ACTIVITY |
When you reach the line containing "M510,151L566,497C565,534 545,567 548,604C551,642" in the entries below, start writing out each line exactly, and stop after the line containing "strokePath(box, '#4a1f2b', 1.5);".

DATASET |
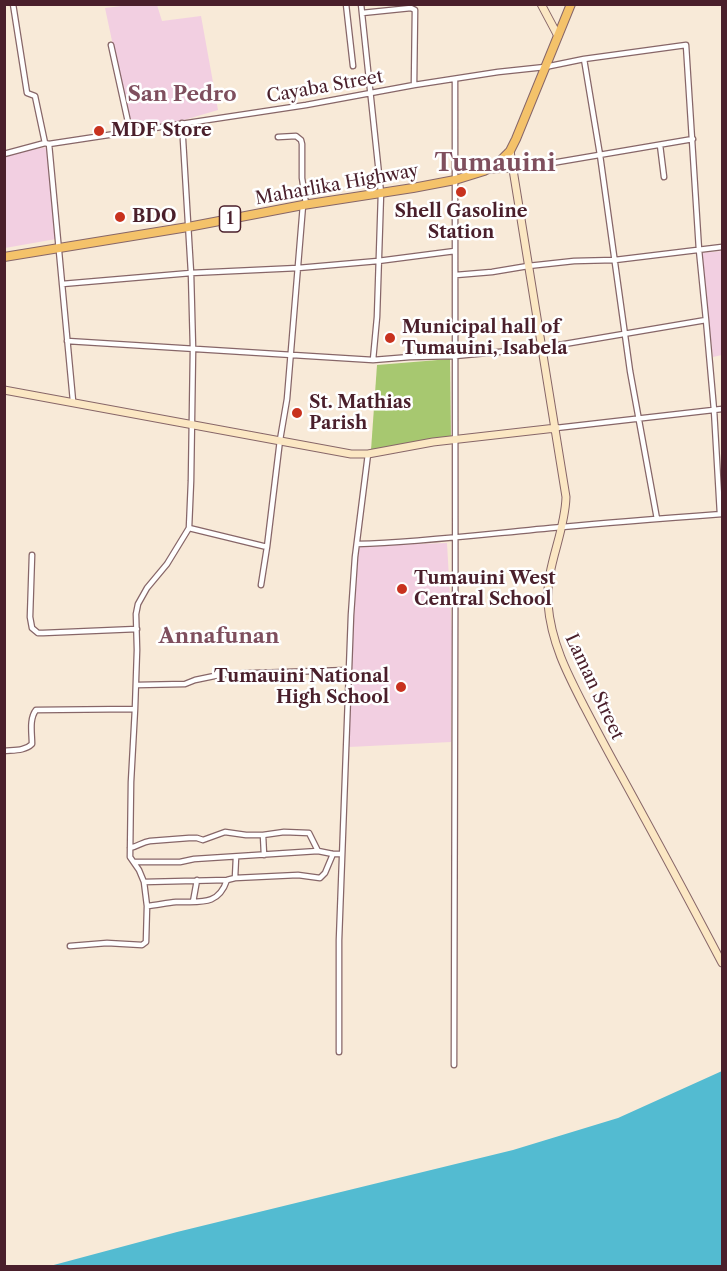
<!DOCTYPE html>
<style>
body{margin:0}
#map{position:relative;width:727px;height:1271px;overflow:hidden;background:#f8ead8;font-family:"Libre Caslon Text",serif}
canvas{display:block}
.frame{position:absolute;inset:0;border:6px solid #4a1f2b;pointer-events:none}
</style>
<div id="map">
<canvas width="727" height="1271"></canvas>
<div class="frame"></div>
</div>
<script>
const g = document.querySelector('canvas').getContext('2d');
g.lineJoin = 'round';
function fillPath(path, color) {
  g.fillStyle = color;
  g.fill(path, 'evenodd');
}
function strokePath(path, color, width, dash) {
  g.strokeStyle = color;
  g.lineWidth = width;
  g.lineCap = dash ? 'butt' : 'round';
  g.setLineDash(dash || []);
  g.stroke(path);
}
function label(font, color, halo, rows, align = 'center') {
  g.font = font + ' "Libre Caslon Text",serif';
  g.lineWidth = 5;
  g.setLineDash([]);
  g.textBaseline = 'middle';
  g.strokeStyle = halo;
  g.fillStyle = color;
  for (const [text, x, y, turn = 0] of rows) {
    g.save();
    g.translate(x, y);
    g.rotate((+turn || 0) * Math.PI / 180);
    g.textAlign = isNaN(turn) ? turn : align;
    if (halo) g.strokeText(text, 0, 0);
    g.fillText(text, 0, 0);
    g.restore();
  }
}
fillPath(new Path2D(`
 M129,5H157L162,21L201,16L218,110L174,123L131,130L105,8Z
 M47,147L56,239L5,248V155Z
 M722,251V355L713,357L700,253Z
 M447,543L452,632L451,742L349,747L352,631L359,547L385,545Z`), '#f2cfe1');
fillPath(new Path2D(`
 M450,359L451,438L371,450L377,365Z`), '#a7c870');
fillPath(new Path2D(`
 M722,1071V1266H50L177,1232L513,1150L618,1118Z`), '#53bbd1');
const street = new Path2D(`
 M13,4L27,93L35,96L45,143
 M346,4L353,66
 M361,4L381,193L377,317L373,360
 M362,13L411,8L415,10L414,85
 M111,45L130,131
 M584,59L600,155L630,371L657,519
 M278,137L296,136L301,140L302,144V178L306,204
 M49,144L73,401
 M660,145L664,177
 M4,154L45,143L49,144L306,105L414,85L498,72L545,67L584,59L686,45L699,250L706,320L541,348L455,356L410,357L373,360L67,341
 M490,170L512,169L552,163L693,139
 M456,275L492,272L528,266L574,261L615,260L722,247
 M62,284L191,273L298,268L378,261L455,251
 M706,320L714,410L720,514
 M556,428L722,409
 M189,528L267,547
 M357,544C426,542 494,533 562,527C616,522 669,518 722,514
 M32,555L30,617L32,628L38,633H43L137,629
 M261,585L267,547L280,440L287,399L303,205
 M137,685L185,684L195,680L224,674L348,670
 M4,751C14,750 25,751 32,744C32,733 29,719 36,710L135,709L137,650L136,614L138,604L147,588L167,564L189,528L191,481L193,349L191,273L182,123
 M130,848C139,846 142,842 150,841L189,838H197L203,840L225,832L246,835H263
 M264,855L263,835L284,832L309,833L318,851
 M134,862H180L194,859L318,851L333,854H342
 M235,878L236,857
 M144,882L227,880L235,878L298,875L320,878L325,873L333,854
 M193,902L197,880
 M147,906C157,905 166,903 176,902C199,901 218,907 227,880
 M70,946L107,943L142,945L146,942L147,906L144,882L139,870L130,857L131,782L135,709
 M339,1052V940L351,615L355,557L368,454
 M454,1065C456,736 455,408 455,79`);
const secondary = new Path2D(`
 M541,4L558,36
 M510,151L566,497C565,534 545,567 548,604C551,642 567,673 584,706C596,729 608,752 621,775C655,837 689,900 722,963
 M4,390L351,454H368L433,442L556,428`);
const primary = new Path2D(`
 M4,257L188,227L303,205L413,188L455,180L484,171L497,164L510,151L516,139L571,4`);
strokePath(street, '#876668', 7);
strokePath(secondary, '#876668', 9);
strokePath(primary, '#876668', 10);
strokePath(street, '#fff', 4.5);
strokePath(secondary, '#fbe7c3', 7);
strokePath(primary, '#f4c26a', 8);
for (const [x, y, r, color] of [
 [99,131,6,"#c8321e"],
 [461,192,6,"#c8321e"],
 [120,217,6,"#c8321e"],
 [390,338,6,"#c8321e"],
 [297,413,6,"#c8321e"],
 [402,589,6,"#c8321e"],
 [401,687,6,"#c8321e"]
]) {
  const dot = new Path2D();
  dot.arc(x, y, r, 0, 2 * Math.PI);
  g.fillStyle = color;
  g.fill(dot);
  strokePath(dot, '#fff', 2);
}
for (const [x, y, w] of [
 [230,219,21]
]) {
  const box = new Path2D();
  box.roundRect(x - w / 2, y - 13, w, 26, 4.5);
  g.fillStyle = '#fff';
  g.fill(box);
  strokePath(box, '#4a1f2b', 1.5);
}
label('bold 16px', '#4a1f2b', null, [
 ["1",230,219]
]);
label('18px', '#4a1f2b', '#fff', [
 ["Cayaba Street",325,87,-10],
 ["Maharlika Highway",337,185,-10],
 ["Laman Street",594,687,65]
]);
label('bold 18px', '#4a1f2b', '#fff', [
 ["MDF Store",111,131],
 ["Shell Gasoline",461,212,"center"],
 ["Station",461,233,"center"],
 ["BDO",132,217],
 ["Municipal hall of",402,328],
 ["Tumauini, Isabela",402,349],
 ["St. Mathias",309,403],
 ["Parish",309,424],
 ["Tumauini West",414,579],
 ["Central School",414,600],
 ["Tumauini National",389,677,"right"],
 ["High School",389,698,"right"]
], 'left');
label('bold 21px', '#7f4f5e', '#fff', [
 ["San Pedro",182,95],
 ["Annafunan",219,637]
]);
label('bold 24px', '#7f4f5e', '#fff', [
 ["Tumauini",495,164]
]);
</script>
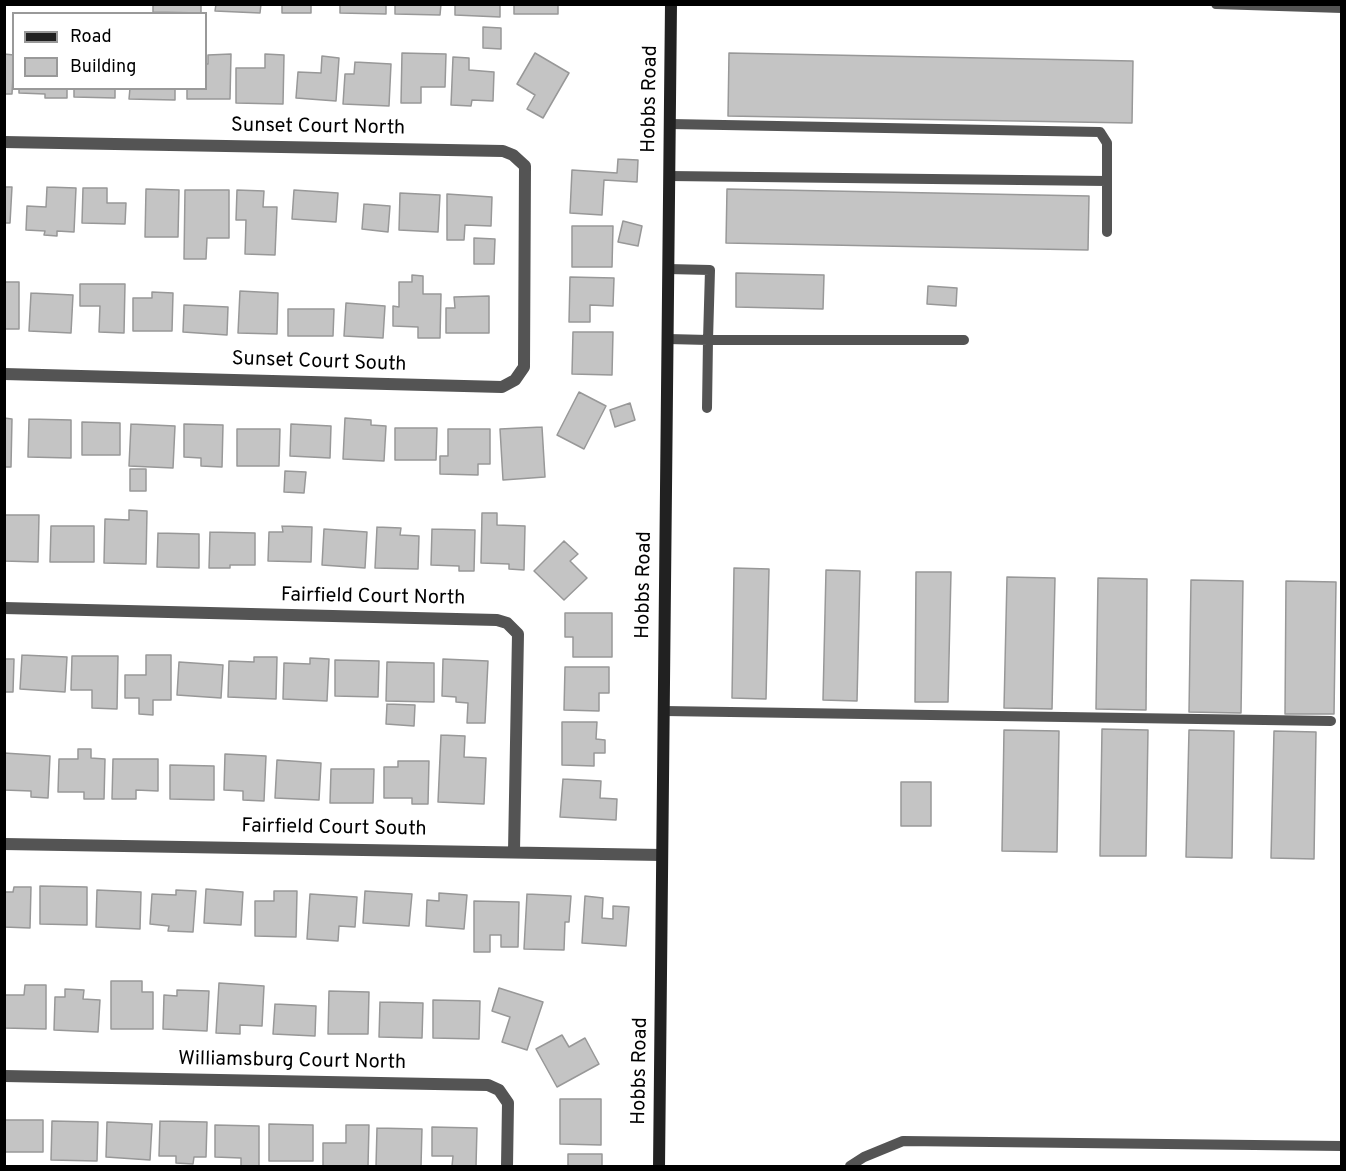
<!DOCTYPE html>
<style>
body{margin:0}
#map{position:relative;width:1346px;height:1171px;overflow:hidden;background:#fff;font-family:Overpass,sans-serif}
canvas{display:block}
.frame{position:absolute;inset:0;border:6px solid #000;pointer-events:none}
.legend{position:absolute;left:12px;top:12px;width:195px;height:78px;box-sizing:border-box;background:#fff;border:2px solid #999;margin:0;padding:8px 10px;list-style:none;font-size:18px;color:#000}
.legend li{display:flex;align-items:center;gap:12px;height:30px}
.legend b{width:30px;border:2px solid #999}
</style>
<div id="map">
<canvas width="1346" height="1171"></canvas>
<div class="frame"></div>
<ul class="legend">
<li><b style="height:8px;background:#212121"></b>Road</li>
<li><b style="height:16px;background:#c4c4c4"></b>Building</li>
</ul>
</div>
<script>
const g = document.querySelector('canvas').getContext('2d');
g.lineJoin = 'round';
function fill(path, color) { g.fillStyle = color; g.fill(path, 'evenodd'); }
const poly = rows => new Path2D(rows.map(r => 'M' + r).join(''));
function strokePath(path, color, width, dash) { g.strokeStyle = color; g.lineWidth = width; g.lineCap = dash ? 'butt' : 'round'; g.setLineDash(dash || []); g.stroke(path); }
function label(font, color, halo, rows, align = 'center') {
  g.font = font + ' Overpass,sans-serif'; g.lineWidth = 5; g.setLineDash([]); g.textBaseline = 'middle'; g.strokeStyle = halo; g.fillStyle = color; for (const [text, x, y, turn = 0] of rows) {
    g.save(); g.translate(x, y); g.rotate((+turn || 0) * Math.PI / 180); g.textAlign = isNaN(turn) ? turn : align; if (halo) g.strokeText(text, 0, 0); g.fillText(text, 0, 0); g.restore();
  }
}
const building = poly([
 [153,4,201,4,201,13,153,12,153,4],
 [216,4,261,4,260,13,215,11,216,4],
 [282,4,311,4,311,13,282,13,282,4],
 [340,4,386,4,386,14,340,13,340,4],
 [395,4,441,4,440,15,395,14,395,4],
 [455,4,500,4,500,17,455,15,455,4],
 [514,4,558,4,558,14,514,14,514,4],
 [483,27,501,28,501,49,483,48,483,27],
 [402,53,446,54,445,87,421,87,421,103,401,103,402,53],
 [535,53,569,73,543,118,527,109,535,95,517,84,535,53],
 [729,53,1133,61,1132,123,728,116,729,53],
 [4,54,14,55,12,94,4,94,4,54],
 [231,54,230,99,187,99,187,88,206,88,206,64,208,64,208,55,231,54],
 [265,54,284,55,283,104,236,103,236,68,265,68,265,54],
 [322,56,339,58,336,101,296,98,298,72,321,73,322,56],
 [453,57,469,58,469,70,494,72,493,101,472,100,471,106,451,105,453,57],
 [355,62,391,64,389,106,343,104,345,74,354,74,355,62],
 [19,88,67,88,67,98,45,98,45,94,19,93,19,88],
 [74,88,115,88,115,98,74,97,74,88],
 [130,88,175,88,175,100,129,99,130,88],
 [618,159,638,160,637,182,604,180,602,215,570,213,572,170,617,173,618,159],
 [4,187,12,187,10,223,4,223,4,187],
 [47,187,76,188,74,232,57,231,57,236,44,235,45,231,26,230,27,206,46,207,47,187],
 [83,188,107,188,107,203,126,203,125,224,82,223,83,188],
 [146,189,179,190,178,237,145,237,146,189],
 [727,189,1089,196,1088,250,726,243,727,189],
 [185,190,229,190,229,238,207,238,206,259,184,259,185,190],
 [237,190,264,191,263,207,277,207,275,255,245,254,246,220,236,220,237,190],
 [294,190,338,193,336,222,292,219,294,190],
 [400,193,440,195,438,232,399,230,400,193],
 [447,194,492,197,491,226,465,225,464,240,447,240,447,194],
 [364,204,390,206,388,232,362,229,364,204],
 [623,221,642,226,638,246,618,242,623,221],
 [572,226,613,226,612,267,572,267,572,226],
 [474,238,495,239,494,264,474,264,474,238],
 [736,273,824,275,823,309,736,307,736,273],
 [412,275,423,276,423,294,441,294,440,338,418,338,418,327,393,326,393,306,399,307,399,282,412,282,412,275],
 [570,277,614,278,613,306,590,305,590,322,569,322,570,277],
 [4,282,19,282,19,329,4,329,4,282],
 [80,284,125,284,124,333,99,332,100,306,80,306,80,284],
 [928,286,957,288,956,306,927,304,928,286],
 [240,291,278,293,277,334,238,333,240,291],
 [152,292,173,293,172,331,133,331,133,298,152,298,152,292],
 [31,293,73,295,71,333,29,331,31,293],
 [489,296,489,333,446,333,446,308,455,308,454,297,489,296],
 [346,303,385,306,383,338,344,336,346,303],
 [184,305,228,307,227,335,183,332,184,305],
 [288,309,334,309,333,336,288,336,288,309],
 [573,332,613,332,612,375,572,374,573,332],
 [579,392,606,406,584,449,557,435,579,392],
 [630,403,635,420,615,427,610,410,630,403],
 [4,418,12,419,11,467,4,467,4,418],
 [345,418,371,420,371,425,386,426,384,461,343,459,345,418],
 [29,419,71,420,71,458,28,457,29,419],
 [82,422,120,423,120,455,82,455,82,422],
 [131,424,175,426,173,468,129,466,131,424],
 [184,424,223,425,222,467,201,466,201,458,184,457,184,424],
 [291,424,331,426,330,458,290,456,291,424],
 [542,427,545,477,503,480,500,429,542,427],
 [395,428,437,428,436,460,395,460,395,428],
 [237,429,280,429,279,466,237,466,237,429],
 [448,429,490,429,490,464,478,464,478,475,440,474,440,456,448,456,448,429],
 [130,469,146,469,146,491,130,491,130,469],
 [285,471,306,472,304,493,284,492,285,471],
 [129,510,147,511,146,564,104,563,105,519,129,520,129,510],
 [482,513,497,513,497,525,525,526,524,570,509,569,509,564,481,563,482,513],
 [4,515,39,515,38,562,4,561,4,515],
 [51,526,94,526,94,562,50,562,51,526],
 [282,526,312,527,311,562,268,561,269,532,283,532,282,526],
 [377,527,401,528,400,535,419,536,418,569,375,568,377,527],
 [324,529,367,532,365,568,322,565,324,529],
 [432,529,475,530,474,571,459,571,459,566,431,565,432,529],
 [210,532,255,533,255,565,230,565,230,568,209,568,210,532],
 [158,533,199,534,199,568,157,567,158,533],
 [564,541,578,554,570,561,587,578,564,600,534,571,564,541],
 [734,568,769,569,766,699,732,698,734,568],
 [826,570,860,571,857,701,823,700,826,570],
 [916,572,951,572,948,702,915,702,916,572],
 [1007,577,1055,578,1052,709,1004,708,1007,577],
 [1098,578,1147,579,1146,710,1096,709,1098,578],
 [1191,580,1243,581,1241,713,1189,712,1191,580],
 [1286,581,1336,582,1334,714,1285,714,1286,581],
 [565,613,612,613,612,657,573,657,573,637,565,637,565,613],
 [22,655,67,657,65,692,20,689,22,655],
 [146,655,171,655,171,700,153,700,153,715,139,714,139,698,125,698,125,675,146,675,146,655],
 [72,656,118,656,117,709,92,708,92,690,71,690,72,656],
 [254,657,277,657,276,699,228,697,229,661,254,662,254,657],
 [310,658,329,659,327,701,283,699,284,663,310,664,310,658],
 [4,659,14,659,13,692,4,692,4,659],
 [443,659,488,661,485,723,467,723,468,703,456,702,456,697,442,696,443,659],
 [335,660,379,661,378,697,335,696,335,660],
 [179,662,223,665,221,698,177,695,179,662],
 [387,662,434,663,434,702,386,701,387,662],
 [565,667,609,667,609,693,599,693,599,711,564,710,565,667],
 [387,704,415,705,414,726,386,724,387,704],
 [562,722,597,722,596,739,605,740,605,753,594,753,594,766,562,765,562,722],
 [1102,729,1148,730,1146,856,1100,856,1102,729],
 [1004,730,1059,731,1057,852,1002,851,1004,730],
 [1189,730,1234,731,1232,858,1186,857,1189,730],
 [1274,731,1316,732,1314,859,1271,858,1274,731],
 [441,735,465,736,464,757,486,758,484,804,438,802,441,735],
 [78,749,91,749,91,758,105,759,104,799,84,799,84,792,58,792,59,759,78,759,78,749],
 [4,753,50,756,48,798,31,797,31,791,4,790,4,753],
 [225,754,266,756,264,801,243,800,243,791,224,790,225,754],
 [113,759,158,759,158,791,136,790,136,799,112,799,113,759],
 [277,760,321,763,319,800,275,798,277,760],
 [398,761,429,761,428,804,412,804,412,798,384,798,384,767,398,767,398,761],
 [170,765,214,766,214,800,170,799,170,765],
 [331,769,374,769,373,803,330,803,331,769],
 [563,779,601,781,600,798,617,799,616,820,560,817,563,779],
 [901,782,931,782,931,826,901,826,901,782],
 [40,886,87,887,87,925,40,924,40,886],
 [14,887,31,887,30,928,4,927,4,892,13,892,14,887],
 [206,889,243,892,241,925,204,923,206,889],
 [97,890,141,892,140,929,96,927,97,890],
 [176,890,196,891,193,932,168,931,169,926,150,924,152,894,176,895,176,890],
 [274,891,297,891,296,937,255,936,255,901,274,901,274,891],
 [365,891,412,894,409,926,363,923,365,891],
 [439,893,467,895,464,929,426,926,427,900,439,901,439,893],
 [310,894,357,897,355,927,339,926,338,941,307,939,310,894],
 [527,894,571,896,569,922,565,922,564,950,524,949,527,894],
 [585,896,603,898,602,918,613,919,613,906,629,907,626,946,582,943,585,896],
 [474,901,519,902,518,947,501,947,501,935,490,935,490,952,474,952,474,901],
 [111,981,142,981,142,992,153,992,153,1029,111,1029,111,981],
 [219,983,264,986,262,1026,240,1025,240,1034,216,1033,219,983],
 [25,985,46,985,46,1029,4,1028,4,995,24,995,25,985],
 [499,988,543,1002,527,1050,502,1042,510,1017,492,1011,499,988],
 [65,989,84,990,83,999,100,1000,98,1032,54,1030,55,997,65,997,65,989],
 [177,990,209,991,207,1031,163,1029,164,995,177,996,177,990],
 [329,991,369,992,368,1034,328,1034,329,991],
 [433,1000,480,1001,479,1039,433,1038,433,1000],
 [380,1002,423,1003,422,1038,379,1037,380,1002],
 [275,1004,316,1006,315,1036,273,1034,275,1004],
 [562,1035,569,1047,585,1038,599,1064,557,1087,536,1049,562,1035],
 [560,1099,601,1099,601,1145,560,1144,560,1099],
 [4,1120,43,1120,43,1152,4,1152,4,1120],
 [52,1121,98,1122,97,1161,51,1160,52,1121],
 [160,1121,207,1122,206,1157,194,1157,193,1164,176,1163,176,1156,159,1156,160,1121],
 [107,1122,152,1124,150,1160,106,1157,107,1122],
 [269,1124,313,1125,313,1161,269,1161,269,1124],
 [215,1125,259,1126,259,1166,241,1166,241,1158,215,1157,215,1125],
 [346,1125,369,1125,368,1166,323,1166,323,1143,346,1143,346,1125],
 [432,1127,477,1128,476,1166,452,1166,453,1156,432,1156,432,1127],
 [377,1128,422,1129,421,1166,376,1166,377,1128],
 [568,1154,602,1154,602,1166,568,1166,568,1154]
]);
const lane = poly([
 [1216,4,1342,8],
 [670,124,1100,132,1107,143,1107,232],
 [669,176,1107,181],
 [668,339,708,340,710,270,668,269],
 [707,408,708,340,964,340],
 [664,711,1331,721],
 [850,1166,864,1157,903,1141,1342,1146]
]);
const street = poly([
 [4,142,503,151,513,155,525,166,524,367,515,380,502,387,4,374],
 [4,608,497,620,507,623,518,634,514,851],
 [4,844,662,855],
 [4,1076,488,1085,499,1090,508,1103,507,1166]
]);
const secondary = poly([
 [659,1166,671,4]
]);
const streetNames = [
 ["Hobbs Road",651,99,-89],
 ["Sunset Court North",318,128,1],
 ["Sunset Court South",319,363,2],
 ["Hobbs Road",645,585,-89],
 ["Fairfield Court North",373,598,1],
 ["Fairfield Court South",334,829,1],
 ["Williamsburg Court North",292,1062,1],
 ["Hobbs Road",641,1071,-89]
];
fill(building, '#c4c4c4');
strokePath(building, '#989898', 1.5);
strokePath(lane, '#545454', 10);
strokePath(street, '#545454', 12);
strokePath(secondary, '#212121', 12);
label('20px', '#000', '#fff', streetNames);
</script>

THE ANSWER |
 M510,151L566,497C565,534 545,567 548,604C551,642 567,673 584,706C596,729 608,752 621,775C655,837 689,900 722,963
 M4,390L351,454H368L433,442L556,428`);
const primary = new Path2D(`
 M4,257L188,227L303,205L413,188L455,180L484,171L497,164L510,151L516,139L571,4`);
strokePath(street, '#876668', 7);
strokePath(secondary, '#876668', 9);
strokePath(primary, '#876668', 10);
strokePath(street, '#fff', 4.5);
strokePath(secondary, '#fbe7c3', 7);
strokePath(primary, '#f4c26a', 8);
for (const [x, y, r, color] of [
 [99,131,6,"#c8321e"],
 [461,192,6,"#c8321e"],
 [120,217,6,"#c8321e"],
 [390,338,6,"#c8321e"],
 [297,413,6,"#c8321e"],
 [402,589,6,"#c8321e"],
 [401,687,6,"#c8321e"]
]) {
  const dot = new Path2D();
  dot.arc(x, y, r, 0, 2 * Math.PI);
  g.fillStyle = color;
  g.fill(dot);
  strokePath(dot, '#fff', 2);
}
for (const [x, y, w] of [
 [230,219,21]
]) {
  const box = new Path2D();
  box.roundRect(x - w / 2, y - 13, w, 26, 4.5);
  g.fillStyle = '#fff';
  g.fill(box);
  strokePath(box, '#4a1f2b', 1.5);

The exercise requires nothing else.